Perhaps Swanberg's most lasting contribution to Quincy was the founding of the Swanberg Medical Foundation in 1943. This not-for-profit trust fund was administered by the Adams County Medical Society. According to the Mississippi Valley Medical Journal article of 1945, "The purpose of the Foundation is to enable the Adams County Medical Society of Illinois to sponsor ... things of a charitable, scientific, literary or educational nature ... which would bring public and professional honor and respect to the medical profession. ..."
In later years, the foundation and the Adams County Medical Society were principal sponsors of the awards program of the Society for Academic Achievement (SAA) headquartered in Quincy. The SAA was founded in 1959. According to an undated speech Swanberg gave to the Kiwanis, the SAA "is dedicated to motivate youth to achieve academic excellence ... (and) to lead the academically talented to pursue the proper subjects so they can procure a college education and become future intellectual leaders."

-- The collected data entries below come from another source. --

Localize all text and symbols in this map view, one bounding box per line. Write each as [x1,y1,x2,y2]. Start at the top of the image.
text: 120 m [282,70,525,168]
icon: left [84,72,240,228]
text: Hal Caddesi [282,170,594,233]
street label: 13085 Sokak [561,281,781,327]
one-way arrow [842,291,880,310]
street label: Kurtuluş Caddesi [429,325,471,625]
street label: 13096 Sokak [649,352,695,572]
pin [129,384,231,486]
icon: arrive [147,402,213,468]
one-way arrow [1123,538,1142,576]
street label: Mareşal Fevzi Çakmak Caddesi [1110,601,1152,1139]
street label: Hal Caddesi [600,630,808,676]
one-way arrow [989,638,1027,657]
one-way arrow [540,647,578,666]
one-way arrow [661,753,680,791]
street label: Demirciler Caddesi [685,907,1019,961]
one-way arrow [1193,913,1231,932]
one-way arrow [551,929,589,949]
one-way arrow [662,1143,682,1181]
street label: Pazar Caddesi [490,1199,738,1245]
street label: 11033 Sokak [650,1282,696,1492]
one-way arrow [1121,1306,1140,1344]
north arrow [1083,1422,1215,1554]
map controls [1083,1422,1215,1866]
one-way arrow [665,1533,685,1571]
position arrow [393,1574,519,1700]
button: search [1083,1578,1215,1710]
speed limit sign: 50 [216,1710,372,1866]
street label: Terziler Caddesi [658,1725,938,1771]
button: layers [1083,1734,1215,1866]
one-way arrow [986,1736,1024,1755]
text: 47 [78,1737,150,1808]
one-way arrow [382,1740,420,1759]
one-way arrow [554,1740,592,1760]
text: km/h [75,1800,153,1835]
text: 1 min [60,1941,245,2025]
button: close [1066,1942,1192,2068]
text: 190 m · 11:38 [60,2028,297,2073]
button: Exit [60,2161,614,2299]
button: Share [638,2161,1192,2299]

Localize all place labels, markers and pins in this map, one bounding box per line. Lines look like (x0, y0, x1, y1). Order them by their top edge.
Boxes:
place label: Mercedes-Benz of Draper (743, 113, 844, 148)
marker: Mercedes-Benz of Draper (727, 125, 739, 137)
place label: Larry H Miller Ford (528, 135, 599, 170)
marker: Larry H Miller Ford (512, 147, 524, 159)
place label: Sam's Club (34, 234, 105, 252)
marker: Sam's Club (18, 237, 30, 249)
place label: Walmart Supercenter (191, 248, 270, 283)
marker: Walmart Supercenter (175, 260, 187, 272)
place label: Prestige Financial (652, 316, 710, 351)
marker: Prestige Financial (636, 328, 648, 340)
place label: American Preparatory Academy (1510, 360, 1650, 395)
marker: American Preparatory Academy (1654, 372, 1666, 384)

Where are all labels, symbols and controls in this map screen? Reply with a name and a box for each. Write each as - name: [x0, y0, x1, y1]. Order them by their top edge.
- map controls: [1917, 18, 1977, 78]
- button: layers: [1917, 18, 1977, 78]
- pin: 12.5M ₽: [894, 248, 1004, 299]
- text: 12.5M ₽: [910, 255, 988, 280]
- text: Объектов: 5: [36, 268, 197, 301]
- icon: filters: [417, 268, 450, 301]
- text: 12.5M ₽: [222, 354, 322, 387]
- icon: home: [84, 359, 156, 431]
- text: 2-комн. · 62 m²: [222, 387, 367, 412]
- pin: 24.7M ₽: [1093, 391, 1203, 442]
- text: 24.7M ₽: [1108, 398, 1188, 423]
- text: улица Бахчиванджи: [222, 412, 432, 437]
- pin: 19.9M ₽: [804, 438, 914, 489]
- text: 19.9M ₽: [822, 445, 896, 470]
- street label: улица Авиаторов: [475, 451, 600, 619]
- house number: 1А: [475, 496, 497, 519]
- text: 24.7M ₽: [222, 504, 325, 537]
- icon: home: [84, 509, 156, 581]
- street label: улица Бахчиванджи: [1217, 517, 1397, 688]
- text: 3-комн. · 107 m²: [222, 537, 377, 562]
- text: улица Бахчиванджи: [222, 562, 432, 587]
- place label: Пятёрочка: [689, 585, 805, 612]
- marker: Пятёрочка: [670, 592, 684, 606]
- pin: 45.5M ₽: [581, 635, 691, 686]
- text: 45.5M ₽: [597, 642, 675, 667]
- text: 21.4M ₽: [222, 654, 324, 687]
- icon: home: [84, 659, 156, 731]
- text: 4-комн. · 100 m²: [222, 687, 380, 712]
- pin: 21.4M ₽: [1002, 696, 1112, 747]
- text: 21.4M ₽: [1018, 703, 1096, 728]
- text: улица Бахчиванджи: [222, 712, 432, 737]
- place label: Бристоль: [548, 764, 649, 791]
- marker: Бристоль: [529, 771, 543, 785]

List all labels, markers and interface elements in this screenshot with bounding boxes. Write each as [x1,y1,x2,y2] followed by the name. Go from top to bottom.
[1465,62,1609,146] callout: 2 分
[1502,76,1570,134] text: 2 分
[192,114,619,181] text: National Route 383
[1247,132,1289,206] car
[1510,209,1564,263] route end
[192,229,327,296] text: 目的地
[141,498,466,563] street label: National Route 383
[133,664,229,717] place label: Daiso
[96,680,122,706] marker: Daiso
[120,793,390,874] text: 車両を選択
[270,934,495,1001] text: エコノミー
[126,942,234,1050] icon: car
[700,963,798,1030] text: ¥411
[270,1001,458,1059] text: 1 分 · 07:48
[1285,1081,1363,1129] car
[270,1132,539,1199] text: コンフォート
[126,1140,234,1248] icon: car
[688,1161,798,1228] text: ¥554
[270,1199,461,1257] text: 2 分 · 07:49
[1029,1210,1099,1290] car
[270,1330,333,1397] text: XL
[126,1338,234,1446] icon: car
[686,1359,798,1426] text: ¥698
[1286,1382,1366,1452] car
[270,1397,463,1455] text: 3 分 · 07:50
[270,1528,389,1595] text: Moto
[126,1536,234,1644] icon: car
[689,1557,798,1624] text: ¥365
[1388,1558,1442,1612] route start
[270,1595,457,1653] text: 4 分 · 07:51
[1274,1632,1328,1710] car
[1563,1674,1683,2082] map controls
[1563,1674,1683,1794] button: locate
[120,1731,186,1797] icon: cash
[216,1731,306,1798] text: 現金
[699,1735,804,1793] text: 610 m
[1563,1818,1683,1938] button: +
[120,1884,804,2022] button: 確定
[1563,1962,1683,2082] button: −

As stated in the February 1964 Quincy Medical Bulletin, "Dr. Swanberg has led an extremely busy life and is probably one of the greatest public relation(s) men for the physician in this area."
Swanberg's career ended in the 1960s when he had a heart attack. He died in 1970 and is entombed in the Woodland Mausoleum in Quincy.
Arlis Dittmer is a retired medical librarian. During her years with Blessing Health System, she became interested in medical and nursing history--both topics frequently overlooked in history.
Sources:
"Charter is issued to radium Ass'n Here." Quincy Daily Journal, Jan. 23, 1921, p. 3.
"Dr. Harold Swanberg dies at 78 in Houston." Quincy Herald Whig, June 27, 1970.
"The Harold Swanberg Anniversary Issue." Quincy Medical Bulletin, February 1964.
McReynolds, Ralph. "Adams County Medical Society of Illinois 1850-1945." Mississippi Valley Medical Journal, 67 (January 1945): pp. 19-33.
"The Medical Bulletin." Quincy Daily Herald, Jan. 18, 1924, p. 14.
"The Purpose of the Bulletin." The Official Monthly Bulletin of the Adams County Medical Society, February, 1924, p. 3.
"Swanberg-Johnson Wedding in Chi." Quincy Daily Herald, Dec. 10, 1919, p. 16.
"X-Ray Laboratory is Formally Opened." Quincy Daily Whig, Oct. 24, 1919, p. 3.
"X-ray Laboratory To Be Open Here Soon." Quincy Daily Whig, Sept. 19, 1919, p. 3.